Tudo sobre minha mãe


O release do filme de Almodóvar trazia uma passagem intrigante:

"Um ditado grego diz que apenas as mulheres que lavaram os olhos com lágrimas podem ver claramente".

Isso descreve bem a personagem Mother em Raised by Wolves, série recém lançada pela HBO Max. Mother é uma andróide (termo também originado do grego) e o tempo todo tem a lógica inflexível de sua programação bombardeada por experiências perturbadoramente humanas. Uma metáfora-tempestade-perfeita sobre a natureza da maternidade. E as metáforas não param por aí.

Na literatura, é comum autores recorrerem a outros planetas ou realidades alternativas para falar de suas visões políticas, sociais, filosóficas, etc. Ridley Scott sempre inseriu o artifício em suas incursões sci-fi e sempre se utilizando dos andróides como pivôs.
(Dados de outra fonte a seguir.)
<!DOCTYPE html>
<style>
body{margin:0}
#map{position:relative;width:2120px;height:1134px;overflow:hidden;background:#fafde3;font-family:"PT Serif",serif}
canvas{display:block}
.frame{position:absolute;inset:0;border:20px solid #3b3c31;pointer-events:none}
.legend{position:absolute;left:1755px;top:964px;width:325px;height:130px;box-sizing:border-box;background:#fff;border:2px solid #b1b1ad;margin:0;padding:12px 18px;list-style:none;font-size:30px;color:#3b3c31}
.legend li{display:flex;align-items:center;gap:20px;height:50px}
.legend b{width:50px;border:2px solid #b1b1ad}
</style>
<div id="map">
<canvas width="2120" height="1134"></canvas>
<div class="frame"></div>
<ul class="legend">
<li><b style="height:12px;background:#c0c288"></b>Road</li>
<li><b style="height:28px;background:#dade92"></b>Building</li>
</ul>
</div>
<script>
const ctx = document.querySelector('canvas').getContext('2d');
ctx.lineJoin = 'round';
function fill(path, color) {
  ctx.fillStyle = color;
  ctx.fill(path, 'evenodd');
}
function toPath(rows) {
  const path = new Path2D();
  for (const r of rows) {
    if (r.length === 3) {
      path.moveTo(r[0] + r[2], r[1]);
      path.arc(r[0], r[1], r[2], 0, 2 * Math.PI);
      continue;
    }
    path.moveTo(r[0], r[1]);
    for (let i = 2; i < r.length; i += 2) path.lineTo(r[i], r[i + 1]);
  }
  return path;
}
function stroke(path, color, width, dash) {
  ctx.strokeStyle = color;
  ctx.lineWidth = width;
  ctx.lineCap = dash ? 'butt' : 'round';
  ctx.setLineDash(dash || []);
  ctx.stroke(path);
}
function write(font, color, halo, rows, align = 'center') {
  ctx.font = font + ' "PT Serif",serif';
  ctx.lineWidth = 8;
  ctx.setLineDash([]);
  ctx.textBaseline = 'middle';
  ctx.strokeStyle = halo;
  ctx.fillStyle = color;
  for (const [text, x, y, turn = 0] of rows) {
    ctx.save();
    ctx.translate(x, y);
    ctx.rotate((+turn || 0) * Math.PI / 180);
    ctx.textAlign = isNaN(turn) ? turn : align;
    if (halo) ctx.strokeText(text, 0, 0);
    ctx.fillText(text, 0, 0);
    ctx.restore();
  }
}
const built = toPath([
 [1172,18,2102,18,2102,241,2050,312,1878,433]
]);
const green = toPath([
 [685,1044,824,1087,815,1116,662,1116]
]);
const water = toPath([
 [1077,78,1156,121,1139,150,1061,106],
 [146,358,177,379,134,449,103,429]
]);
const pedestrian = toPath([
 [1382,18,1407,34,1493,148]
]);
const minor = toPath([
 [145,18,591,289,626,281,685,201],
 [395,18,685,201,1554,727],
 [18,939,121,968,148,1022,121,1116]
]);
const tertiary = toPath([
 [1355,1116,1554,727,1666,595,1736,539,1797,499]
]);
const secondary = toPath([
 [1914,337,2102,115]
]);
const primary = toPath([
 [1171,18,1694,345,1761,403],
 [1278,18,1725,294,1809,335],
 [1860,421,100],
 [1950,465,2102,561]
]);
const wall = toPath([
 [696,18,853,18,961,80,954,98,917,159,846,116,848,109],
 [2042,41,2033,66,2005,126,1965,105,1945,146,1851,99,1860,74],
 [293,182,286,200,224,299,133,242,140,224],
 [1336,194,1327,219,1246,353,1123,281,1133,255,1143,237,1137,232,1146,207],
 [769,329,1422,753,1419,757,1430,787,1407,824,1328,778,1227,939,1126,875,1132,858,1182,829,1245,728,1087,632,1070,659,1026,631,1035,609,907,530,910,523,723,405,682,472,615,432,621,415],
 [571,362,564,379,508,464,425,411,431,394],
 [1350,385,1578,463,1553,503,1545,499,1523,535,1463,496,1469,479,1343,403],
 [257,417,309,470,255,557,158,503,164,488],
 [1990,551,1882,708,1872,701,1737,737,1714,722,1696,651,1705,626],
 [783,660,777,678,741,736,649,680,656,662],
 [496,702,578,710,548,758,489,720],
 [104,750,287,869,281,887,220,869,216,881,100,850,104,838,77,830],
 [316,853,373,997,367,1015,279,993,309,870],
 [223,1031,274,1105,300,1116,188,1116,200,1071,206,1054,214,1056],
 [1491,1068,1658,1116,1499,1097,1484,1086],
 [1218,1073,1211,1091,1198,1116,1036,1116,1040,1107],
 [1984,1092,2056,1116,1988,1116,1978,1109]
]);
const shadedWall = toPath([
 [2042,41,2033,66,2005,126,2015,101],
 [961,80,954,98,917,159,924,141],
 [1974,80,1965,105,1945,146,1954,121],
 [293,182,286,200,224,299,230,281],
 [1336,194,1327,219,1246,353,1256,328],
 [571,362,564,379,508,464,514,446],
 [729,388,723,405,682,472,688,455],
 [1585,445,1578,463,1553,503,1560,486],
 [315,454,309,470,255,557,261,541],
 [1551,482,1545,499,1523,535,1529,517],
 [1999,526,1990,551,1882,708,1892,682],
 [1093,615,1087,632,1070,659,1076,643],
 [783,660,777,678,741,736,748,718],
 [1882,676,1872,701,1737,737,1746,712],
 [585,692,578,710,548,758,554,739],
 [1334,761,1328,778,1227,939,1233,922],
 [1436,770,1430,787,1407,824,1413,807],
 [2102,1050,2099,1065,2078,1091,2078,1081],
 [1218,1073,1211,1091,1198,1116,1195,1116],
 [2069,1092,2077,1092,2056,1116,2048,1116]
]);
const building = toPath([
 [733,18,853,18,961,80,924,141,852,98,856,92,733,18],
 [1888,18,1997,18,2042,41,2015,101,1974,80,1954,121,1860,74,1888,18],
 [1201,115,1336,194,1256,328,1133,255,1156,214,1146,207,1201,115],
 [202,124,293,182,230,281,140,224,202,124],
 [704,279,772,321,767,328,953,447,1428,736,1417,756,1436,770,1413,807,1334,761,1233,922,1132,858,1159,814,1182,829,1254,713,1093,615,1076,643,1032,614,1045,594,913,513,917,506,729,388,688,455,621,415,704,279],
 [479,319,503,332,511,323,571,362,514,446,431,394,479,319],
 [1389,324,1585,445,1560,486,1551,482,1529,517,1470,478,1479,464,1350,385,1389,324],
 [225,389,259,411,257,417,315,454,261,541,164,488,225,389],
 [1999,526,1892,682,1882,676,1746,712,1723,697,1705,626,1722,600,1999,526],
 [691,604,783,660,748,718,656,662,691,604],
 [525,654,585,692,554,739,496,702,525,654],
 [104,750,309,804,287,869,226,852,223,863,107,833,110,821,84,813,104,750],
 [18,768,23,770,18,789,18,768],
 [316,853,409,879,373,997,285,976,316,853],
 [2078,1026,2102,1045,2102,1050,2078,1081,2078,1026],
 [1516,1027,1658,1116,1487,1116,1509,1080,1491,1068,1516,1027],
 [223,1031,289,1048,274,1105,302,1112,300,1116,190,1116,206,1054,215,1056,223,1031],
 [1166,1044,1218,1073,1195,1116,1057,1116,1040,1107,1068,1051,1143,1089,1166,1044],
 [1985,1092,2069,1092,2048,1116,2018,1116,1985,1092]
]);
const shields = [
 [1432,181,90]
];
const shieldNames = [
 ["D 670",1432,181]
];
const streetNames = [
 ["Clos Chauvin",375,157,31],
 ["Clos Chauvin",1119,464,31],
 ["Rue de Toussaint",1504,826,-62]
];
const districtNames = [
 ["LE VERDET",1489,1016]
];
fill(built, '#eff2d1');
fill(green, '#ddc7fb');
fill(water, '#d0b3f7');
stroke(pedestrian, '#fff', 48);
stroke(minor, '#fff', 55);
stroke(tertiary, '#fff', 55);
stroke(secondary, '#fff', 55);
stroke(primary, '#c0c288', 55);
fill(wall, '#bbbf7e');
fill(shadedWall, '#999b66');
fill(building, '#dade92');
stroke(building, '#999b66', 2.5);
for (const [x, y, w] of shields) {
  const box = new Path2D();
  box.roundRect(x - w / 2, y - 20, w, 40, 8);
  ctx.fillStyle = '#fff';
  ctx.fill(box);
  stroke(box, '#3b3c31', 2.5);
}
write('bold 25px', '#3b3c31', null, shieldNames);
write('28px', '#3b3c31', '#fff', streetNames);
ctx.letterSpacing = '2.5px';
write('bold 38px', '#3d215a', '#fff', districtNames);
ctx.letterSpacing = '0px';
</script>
São os seus peregrinos enviados a terras estranhas.

Apesar de criados à nossa imagem e semelhança, não são reféns dos mesmos princípios éticos e/ou religiosos – sendo a clássica regrinha de três nada mais que linhas de comando obsoletas prontas para serem reescritas. Foi assim com Ash (Alien), que classificou tais princípios como "ilusões de moralidade", com o replicante Roy Batty (Blade Runner) e seu resignado monólogo "Tears in the Rain" e com o David e sua necessidade de transcender a condição de filho/criatura (Prometheus) para se tornar também pai/criador (Alien: Covenant).¹

1 – Mitologicamente falando, praticamente um remake. Malditos gregos.

Foi uma jornada e tanto. E continua sendo.

Já nos primeiros três episódios, Raised by Wolves traz Ridley Scott em sua experiência mais intensa de humanidade sob os olhos de um andr... uma "pessoa artificial". E também a 1ª gynoid da vida do cineasta. Foi mal, Pris.


Ele é um dos produtores executivos e dirige os dois primeiros episódios. Seu filho, Luke Scott, dirige o terceiro. Mas apesar dos temas e da ambientação bem familiares, a série é criação de Aaron Guzikowski, que roteiriza os 4 primeiros episódios.

Em se tratando de HBO, é até redundância mencionar o alto nível da produção, mas vamos lá assim mesmo: efeitos especiais grandiosos, cinematografia que sobrecarrega a retina e muita inspiração na estética eternizada na franquia Alien, incluindo aí as artes do mestre H. R. Giger, ainda que ligeiramente diluídas pra não dar muito na cara.

Descontando o fato de que Ridley Scott segue em sua fixação de destruir naves espaciais gigantescas, não dá pra evitar certas conexões. Várias, aliás.

A premissa é um exercício de futurismo sombrio e, ao meu ver, uma extrapolação flagrante do que vivemos na atualidade. No ano 2145, a Terra foi devastada por uma guerra entre religiosos e ateus. Os poucos sobreviventes ganham o espaço em busca de um novo lugar para recomeçar.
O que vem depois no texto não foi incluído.